### Task statement
Return all lines from the entries below in which the word "function" is present.

##### Recorded information #####

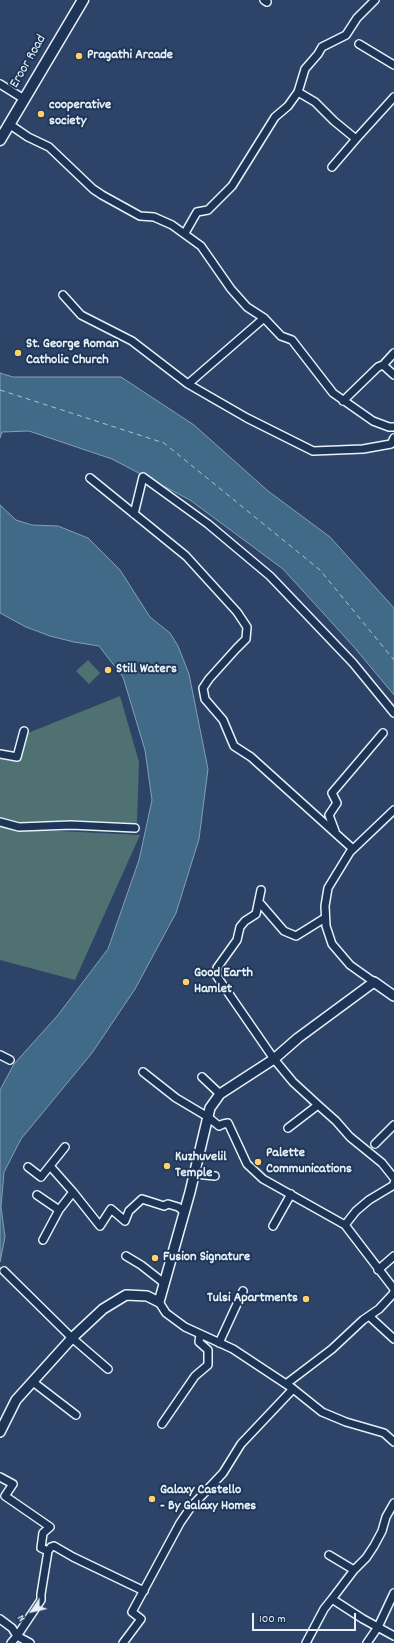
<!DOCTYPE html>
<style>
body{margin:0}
#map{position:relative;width:394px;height:1643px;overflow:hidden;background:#2d4367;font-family:Dekko,sans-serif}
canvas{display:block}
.north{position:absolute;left:12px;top:1591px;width:40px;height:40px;-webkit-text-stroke:3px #1d3557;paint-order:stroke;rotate:236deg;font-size:11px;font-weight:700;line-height:16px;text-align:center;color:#e8f1f8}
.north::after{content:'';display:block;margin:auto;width:14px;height:18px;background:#e8f1f8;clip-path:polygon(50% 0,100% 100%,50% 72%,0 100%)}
.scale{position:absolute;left:252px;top:1613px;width:104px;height:18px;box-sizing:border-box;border:2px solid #e8f1f8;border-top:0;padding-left:5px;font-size:12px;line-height:14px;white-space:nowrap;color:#e8f1f8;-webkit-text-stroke:3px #1d3557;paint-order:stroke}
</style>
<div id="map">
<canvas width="394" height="1643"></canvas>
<div class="north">N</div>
<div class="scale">100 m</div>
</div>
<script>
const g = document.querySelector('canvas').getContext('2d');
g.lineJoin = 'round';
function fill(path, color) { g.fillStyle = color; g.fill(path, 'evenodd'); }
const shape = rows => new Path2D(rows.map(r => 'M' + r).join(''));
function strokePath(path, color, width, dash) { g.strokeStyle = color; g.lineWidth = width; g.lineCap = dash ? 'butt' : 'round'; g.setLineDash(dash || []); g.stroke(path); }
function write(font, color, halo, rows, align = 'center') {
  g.font = font + ' Dekko,sans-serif'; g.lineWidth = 4; g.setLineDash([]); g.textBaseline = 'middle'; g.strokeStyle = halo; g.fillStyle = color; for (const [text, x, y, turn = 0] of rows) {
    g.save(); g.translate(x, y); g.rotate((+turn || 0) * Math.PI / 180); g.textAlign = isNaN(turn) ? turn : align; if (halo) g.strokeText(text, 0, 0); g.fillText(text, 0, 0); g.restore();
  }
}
fill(shape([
 [88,660,100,673,89,684,76,671],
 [120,696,139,762,137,823,76,820,20,822,0,818,0,757,19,759,28,733],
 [0,828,140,835,75,980,0,960]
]), '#4f7171');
const water = shape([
 [0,373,13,377,121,377,194,425,268,491,330,537,394,608,394,695,354,647,283,569,190,500,112,459,29,431,2,432,0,438,0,373],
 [0,505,16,520,32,525,58,526,88,538,120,570,150,617,170,633,178,646,189,674,208,769,199,839,176,913,135,989,92,1053,21,1139,4,1172,1,1207,5,1237,0,1262,0,1090,14,1064,58,1015,108,949,139,860,152,800,145,750,123,677,99,646,74,642,50,636,26,627,0,613,0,505]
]);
fill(water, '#416a89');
strokePath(water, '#84a0b5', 1);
strokePath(shape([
 [0,390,164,443,320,570,394,660]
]), '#aec2d1', 1, [5, 4]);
const minor = shape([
 [264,0,267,2],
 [359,44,394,65],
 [0,84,24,99],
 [298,92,315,102,334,121,356,139,394,97],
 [9,124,28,137,49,147,93,189,102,195,140,216,154,217,172,225,201,246,231,289,247,307,264,318,281,336,292,340,333,393,373,421,389,427,394,427],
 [332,167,356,139],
 [185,233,197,212,208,210,232,186,275,117,288,106,298,92,305,69,318,54,322,47,346,35,357,18,375,0],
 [63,295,81,315,132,341,188,384,247,418,313,451,363,449,391,444,394,438],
 [383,365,394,353],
 [188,384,264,318],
 [343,401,378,367,383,365,394,375],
 [90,478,186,556,237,612,247,627,246,639,236,649,209,679,203,688,205,699,223,720,234,746,251,757,353,849],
 [134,514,143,477,208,524,270,576,353,663,394,713],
 [0,754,17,757,24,731],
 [0,822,19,827,71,825,135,828],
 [335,831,329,815,337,803,332,793,383,733],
 [261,890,256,914,245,921,240,927,237,940,217,968,216,975,274,1059,293,1082,318,1105],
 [259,902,284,931,296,936,325,918],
 [374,982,350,965,332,944,326,926,325,906,328,888,350,852,394,810],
 [0,1055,10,1060],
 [143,1072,176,1098,208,1117,219,1126,223,1124,228,1123,247,1164,263,1179,345,1225,394,1289],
 [202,1077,220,1094],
 [288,1128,318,1105,336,1121,350,1137,382,1163,394,1178],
 [375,1144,394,1125],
 [50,1166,73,1192],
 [28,1167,41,1177,65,1147],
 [195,1174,215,1176],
 [37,1195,59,1210,73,1192,100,1226,111,1209,125,1221,129,1211,142,1199,164,1206,168,1204,178,1207,185,1212],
 [345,1225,356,1211,369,1200,394,1185,394,1183],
 [273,1226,291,1194],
 [43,1240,59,1210],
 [126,1256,141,1265,164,1283],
 [378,1270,394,1256],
 [4,1271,72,1338,108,1369],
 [159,1302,166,1313,185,1327,233,1349,292,1388,322,1412,346,1422,384,1433,394,1442],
 [369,1316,394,1339],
 [219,1343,243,1291],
 [33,1382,76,1415],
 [286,1384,332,1349,363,1320,379,1309,393,1294,394,1291],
 [162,1424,195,1376,208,1365,208,1350,199,1342,200,1334],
 [0,1477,13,1484,5,1496,50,1527,43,1533,41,1548,48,1551],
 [329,1555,354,1570,332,1599,363,1619,394,1636],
 [354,1570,366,1558,374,1546,382,1531,386,1517,394,1503],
 [0,1619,12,1628,17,1636,11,1643],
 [30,1643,17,1636,41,1600,41,1594,48,1551,51,1547,54,1546,73,1557,144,1591],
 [123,1643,141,1619,132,1612,180,1523,191,1507,223,1473,241,1444,293,1389],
 [306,1643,324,1609,332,1599],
 [367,1643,378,1627,394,1593]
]);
const tertiary = shape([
 [0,1432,16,1400,72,1338,103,1309,126,1295,147,1296,159,1302,190,1192,210,1108,220,1094,274,1059,298,1038,374,982,394,996]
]);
const secondary = shape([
 [0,140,83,0]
]);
strokePath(minor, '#e8f1f8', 10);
strokePath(tertiary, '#e8f1f8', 12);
strokePath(secondary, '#e8f1f8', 13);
strokePath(minor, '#1d3557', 7);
strokePath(tertiary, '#1d3557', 9);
strokePath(secondary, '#1d3557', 10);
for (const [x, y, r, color] of [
 [79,56,4,"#ffd166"],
 [41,114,4,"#ffd166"],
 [18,353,4,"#ffd166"],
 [108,670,4,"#ffd166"],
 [186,982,4,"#ffd166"],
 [258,1162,4,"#ffd166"],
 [167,1166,4,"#ffd166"],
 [155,1258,4,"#ffd166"],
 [306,1299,4,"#ffd166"],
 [152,1499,4,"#ffd166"]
]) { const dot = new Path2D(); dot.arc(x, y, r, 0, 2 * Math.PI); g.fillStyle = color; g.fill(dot); strokePath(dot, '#1d3557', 1.5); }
write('bold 14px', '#e8f1f8', '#1d3557', [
 ["Pragathi Arcade",87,56],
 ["cooperative",49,106],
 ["society",49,122],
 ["St. George Roman",26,345],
 ["Catholic Church",26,361],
 ["Still Waters",116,670],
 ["Good Earth",194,974],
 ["Hamlet",194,990],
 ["Palette",266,1154],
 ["Communications",266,1170],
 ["Kuzhuvelil",175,1158],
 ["Temple",175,1174],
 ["Fusion Signature",163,1258],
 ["Tulsi Apartments",298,1299,"right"],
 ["Galaxy Castello",160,1491],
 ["- By Galaxy Homes",160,1507]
], 'left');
write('14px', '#e8f1f8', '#1d3557', [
 ["Eroor Road",29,62,-60]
]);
</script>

#####

### Reply to the exercise
function fill(path, color) { g.fillStyle = color; g.fill(path, 'evenodd'); }
function strokePath(path, color, width, dash) { g.strokeStyle = color; g.lineWidth = width; g.lineCap = dash ? 'butt' : 'round'; g.setLineDash(dash || []); g.stroke(path); }
function write(font, color, halo, rows, align = 'center') {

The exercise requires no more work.